Big breakthrough. Merck has announced that its investigational oral antiviral treatment, molnupiravir, significantly reduces risk of hospitalization or death by 50 percent in at-risk, non-hospitalized adult patients with mild to moderate COVID-19. The company plans to apply for FDA Emergency Use Authorization as soon as possible.

Half-year half-life. A study into the Pfizer-BioNTech vaccine has found that two doses are 90 percent effective against hospitalization for at least six months, even with the introduction of the delta variant. Vaccine effectiveness significantly declines after six months, but the authors note this is likely due to waning immunity, rather than delta escape.

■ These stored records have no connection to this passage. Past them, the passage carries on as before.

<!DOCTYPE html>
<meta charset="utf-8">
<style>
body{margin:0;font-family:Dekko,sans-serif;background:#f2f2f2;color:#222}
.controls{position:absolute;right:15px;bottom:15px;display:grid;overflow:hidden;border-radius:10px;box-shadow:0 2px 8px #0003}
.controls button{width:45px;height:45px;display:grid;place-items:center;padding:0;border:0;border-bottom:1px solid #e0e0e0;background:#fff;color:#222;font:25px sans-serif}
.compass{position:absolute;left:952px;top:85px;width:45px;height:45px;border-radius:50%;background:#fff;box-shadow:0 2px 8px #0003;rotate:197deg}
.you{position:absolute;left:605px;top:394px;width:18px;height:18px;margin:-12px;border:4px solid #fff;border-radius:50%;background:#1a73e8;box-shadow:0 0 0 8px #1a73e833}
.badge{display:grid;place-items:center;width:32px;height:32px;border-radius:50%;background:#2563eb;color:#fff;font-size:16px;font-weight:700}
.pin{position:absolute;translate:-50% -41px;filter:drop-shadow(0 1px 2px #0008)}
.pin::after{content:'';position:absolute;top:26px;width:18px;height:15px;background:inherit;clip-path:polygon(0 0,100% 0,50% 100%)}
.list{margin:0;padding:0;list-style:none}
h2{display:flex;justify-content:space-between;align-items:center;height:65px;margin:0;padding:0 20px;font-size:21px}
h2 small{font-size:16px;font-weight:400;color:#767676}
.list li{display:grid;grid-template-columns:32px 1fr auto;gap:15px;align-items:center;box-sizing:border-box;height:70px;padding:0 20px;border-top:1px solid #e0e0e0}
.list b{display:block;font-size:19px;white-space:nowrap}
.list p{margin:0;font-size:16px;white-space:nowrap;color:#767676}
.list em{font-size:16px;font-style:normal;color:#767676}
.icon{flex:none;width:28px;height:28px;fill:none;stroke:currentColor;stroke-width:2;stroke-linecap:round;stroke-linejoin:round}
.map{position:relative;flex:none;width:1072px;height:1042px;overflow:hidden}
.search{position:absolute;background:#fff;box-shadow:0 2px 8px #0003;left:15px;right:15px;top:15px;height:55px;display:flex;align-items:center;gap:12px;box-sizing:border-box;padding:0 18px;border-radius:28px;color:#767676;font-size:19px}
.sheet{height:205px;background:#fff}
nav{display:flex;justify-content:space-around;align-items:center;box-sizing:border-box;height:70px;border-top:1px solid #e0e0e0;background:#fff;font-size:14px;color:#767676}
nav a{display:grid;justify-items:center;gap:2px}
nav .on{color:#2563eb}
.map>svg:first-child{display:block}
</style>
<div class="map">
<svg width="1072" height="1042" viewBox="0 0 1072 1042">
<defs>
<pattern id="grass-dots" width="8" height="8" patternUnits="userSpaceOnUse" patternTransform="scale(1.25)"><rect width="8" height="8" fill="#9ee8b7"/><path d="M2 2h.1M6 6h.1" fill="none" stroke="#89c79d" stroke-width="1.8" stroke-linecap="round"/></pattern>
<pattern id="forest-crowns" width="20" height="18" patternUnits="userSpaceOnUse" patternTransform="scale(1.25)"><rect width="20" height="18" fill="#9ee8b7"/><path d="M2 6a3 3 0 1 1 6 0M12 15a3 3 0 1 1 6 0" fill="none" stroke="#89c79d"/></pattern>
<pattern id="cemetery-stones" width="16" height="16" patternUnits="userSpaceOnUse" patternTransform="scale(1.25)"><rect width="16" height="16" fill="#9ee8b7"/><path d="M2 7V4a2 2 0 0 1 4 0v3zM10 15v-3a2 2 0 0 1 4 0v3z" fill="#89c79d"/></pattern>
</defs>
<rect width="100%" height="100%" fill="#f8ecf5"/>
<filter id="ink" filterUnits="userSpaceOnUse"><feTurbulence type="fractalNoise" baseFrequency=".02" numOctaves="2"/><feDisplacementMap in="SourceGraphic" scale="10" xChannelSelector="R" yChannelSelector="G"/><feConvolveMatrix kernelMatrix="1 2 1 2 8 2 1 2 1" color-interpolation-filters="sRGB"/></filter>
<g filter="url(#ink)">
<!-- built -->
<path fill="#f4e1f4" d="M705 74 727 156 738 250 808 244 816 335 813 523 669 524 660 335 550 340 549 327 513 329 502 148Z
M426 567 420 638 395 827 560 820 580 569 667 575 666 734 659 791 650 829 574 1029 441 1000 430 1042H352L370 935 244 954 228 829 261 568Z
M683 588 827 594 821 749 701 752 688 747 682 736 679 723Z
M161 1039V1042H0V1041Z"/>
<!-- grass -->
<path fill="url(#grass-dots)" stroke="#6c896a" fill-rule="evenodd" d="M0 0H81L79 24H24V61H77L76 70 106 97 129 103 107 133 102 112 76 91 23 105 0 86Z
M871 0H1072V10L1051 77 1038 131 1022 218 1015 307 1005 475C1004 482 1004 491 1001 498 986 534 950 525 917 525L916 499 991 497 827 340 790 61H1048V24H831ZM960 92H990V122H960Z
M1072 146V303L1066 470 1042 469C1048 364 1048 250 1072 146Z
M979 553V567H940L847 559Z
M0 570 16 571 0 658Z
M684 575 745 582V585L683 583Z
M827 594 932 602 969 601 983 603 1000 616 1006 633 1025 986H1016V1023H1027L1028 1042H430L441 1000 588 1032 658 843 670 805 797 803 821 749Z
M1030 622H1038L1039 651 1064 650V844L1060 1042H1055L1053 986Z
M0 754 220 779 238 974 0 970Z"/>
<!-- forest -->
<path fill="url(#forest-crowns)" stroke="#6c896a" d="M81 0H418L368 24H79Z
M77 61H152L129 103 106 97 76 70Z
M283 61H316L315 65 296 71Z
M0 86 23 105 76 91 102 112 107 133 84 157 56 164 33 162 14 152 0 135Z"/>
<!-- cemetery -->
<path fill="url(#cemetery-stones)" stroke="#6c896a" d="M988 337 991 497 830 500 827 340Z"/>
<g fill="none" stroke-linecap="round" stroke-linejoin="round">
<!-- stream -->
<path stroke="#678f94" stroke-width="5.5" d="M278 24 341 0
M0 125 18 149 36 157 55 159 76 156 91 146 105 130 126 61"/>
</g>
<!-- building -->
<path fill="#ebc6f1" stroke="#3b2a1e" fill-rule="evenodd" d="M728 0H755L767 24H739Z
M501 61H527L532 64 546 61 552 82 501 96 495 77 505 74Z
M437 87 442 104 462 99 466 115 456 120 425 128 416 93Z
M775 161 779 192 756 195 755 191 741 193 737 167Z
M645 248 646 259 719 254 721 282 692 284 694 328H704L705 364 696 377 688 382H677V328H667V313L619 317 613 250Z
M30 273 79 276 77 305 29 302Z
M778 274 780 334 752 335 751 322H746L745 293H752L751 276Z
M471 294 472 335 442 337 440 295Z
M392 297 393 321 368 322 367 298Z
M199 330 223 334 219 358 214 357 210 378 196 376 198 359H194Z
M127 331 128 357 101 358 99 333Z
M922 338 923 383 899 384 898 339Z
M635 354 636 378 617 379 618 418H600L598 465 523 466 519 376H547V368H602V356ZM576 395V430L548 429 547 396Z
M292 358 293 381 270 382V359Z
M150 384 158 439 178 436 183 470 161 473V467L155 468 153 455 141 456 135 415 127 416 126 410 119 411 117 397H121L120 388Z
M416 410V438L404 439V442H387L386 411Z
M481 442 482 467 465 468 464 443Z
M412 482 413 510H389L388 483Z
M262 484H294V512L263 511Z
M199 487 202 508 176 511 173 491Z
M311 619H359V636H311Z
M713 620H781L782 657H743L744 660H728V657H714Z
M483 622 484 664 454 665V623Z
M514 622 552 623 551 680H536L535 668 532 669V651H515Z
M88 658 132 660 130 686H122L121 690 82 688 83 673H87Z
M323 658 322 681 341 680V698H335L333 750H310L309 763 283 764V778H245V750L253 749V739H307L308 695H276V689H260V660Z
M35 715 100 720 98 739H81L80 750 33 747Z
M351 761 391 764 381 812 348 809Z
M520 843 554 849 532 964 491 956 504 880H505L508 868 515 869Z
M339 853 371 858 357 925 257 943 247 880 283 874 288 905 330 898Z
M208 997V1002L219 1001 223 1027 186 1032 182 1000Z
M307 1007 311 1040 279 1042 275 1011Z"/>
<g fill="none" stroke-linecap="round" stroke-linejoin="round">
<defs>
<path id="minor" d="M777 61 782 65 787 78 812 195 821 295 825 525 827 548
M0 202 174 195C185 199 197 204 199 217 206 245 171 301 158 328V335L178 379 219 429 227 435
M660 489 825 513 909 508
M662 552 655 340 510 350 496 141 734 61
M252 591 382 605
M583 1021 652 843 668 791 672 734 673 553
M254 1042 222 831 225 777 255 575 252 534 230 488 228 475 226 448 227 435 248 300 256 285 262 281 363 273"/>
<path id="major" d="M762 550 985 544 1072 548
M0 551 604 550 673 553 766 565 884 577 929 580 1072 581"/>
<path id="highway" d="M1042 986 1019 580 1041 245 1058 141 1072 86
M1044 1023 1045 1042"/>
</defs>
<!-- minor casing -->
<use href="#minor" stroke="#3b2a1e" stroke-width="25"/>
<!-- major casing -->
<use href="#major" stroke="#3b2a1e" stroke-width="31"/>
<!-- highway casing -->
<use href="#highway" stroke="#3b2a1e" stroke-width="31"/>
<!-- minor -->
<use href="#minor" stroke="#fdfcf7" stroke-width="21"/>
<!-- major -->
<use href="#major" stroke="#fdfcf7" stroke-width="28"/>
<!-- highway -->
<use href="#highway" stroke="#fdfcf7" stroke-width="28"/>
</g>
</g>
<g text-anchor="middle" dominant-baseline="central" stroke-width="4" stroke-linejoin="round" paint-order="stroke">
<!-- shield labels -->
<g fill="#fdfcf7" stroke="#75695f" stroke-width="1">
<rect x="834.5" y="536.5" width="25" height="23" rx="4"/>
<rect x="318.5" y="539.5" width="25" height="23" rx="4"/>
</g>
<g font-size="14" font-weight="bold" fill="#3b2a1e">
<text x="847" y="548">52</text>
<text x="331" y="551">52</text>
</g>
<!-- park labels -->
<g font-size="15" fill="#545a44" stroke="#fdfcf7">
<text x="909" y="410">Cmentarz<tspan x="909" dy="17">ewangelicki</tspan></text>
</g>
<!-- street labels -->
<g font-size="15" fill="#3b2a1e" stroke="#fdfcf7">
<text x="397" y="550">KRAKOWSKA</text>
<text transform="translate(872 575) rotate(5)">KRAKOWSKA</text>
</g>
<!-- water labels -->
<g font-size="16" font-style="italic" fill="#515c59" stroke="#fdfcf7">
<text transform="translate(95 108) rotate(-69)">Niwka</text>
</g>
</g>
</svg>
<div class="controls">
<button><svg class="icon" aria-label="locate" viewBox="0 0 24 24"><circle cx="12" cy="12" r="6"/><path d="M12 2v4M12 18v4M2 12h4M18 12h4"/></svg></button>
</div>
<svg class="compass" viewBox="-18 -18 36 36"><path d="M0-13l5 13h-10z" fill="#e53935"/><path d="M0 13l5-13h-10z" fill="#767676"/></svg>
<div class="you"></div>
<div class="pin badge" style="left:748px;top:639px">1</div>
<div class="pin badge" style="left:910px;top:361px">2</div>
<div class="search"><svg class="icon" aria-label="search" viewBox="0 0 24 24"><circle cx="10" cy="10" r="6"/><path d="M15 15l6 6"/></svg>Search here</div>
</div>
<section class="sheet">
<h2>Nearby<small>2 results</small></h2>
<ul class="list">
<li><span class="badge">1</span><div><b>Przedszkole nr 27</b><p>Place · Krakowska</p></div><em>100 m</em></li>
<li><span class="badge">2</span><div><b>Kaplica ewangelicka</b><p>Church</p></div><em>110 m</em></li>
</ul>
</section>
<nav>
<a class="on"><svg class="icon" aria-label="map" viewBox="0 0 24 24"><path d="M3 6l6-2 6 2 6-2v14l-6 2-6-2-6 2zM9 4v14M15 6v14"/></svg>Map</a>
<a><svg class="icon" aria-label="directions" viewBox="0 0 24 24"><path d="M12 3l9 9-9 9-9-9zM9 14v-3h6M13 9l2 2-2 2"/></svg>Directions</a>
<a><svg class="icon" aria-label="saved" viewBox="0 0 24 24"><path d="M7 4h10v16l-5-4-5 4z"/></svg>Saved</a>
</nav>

Unexpected findings. An 11-year longitudinal study of 4,189 Nicaraguan children has found that antibody responses from natural infection with Dengue and Zika virus remain unexpectedly stable over time. After secondary infection, these cross-reactive antibodies waned slowly. The results could change understanding of immunity to Dengue and Zika virus and inform future studies of vaccine efficacy.

Plague paranoia? Dynavax Technologies Corporation and the US Department of Defense (DoD) have announced a partnership to develop a recombinant plague vaccine adjuvanted with CpG 1018. With the looming threat of bioterrorism, the DoD wants to ensure US soldiers can fight and win any war in the chemical, biological, radiological, and nuclear (CBRN) battlespace.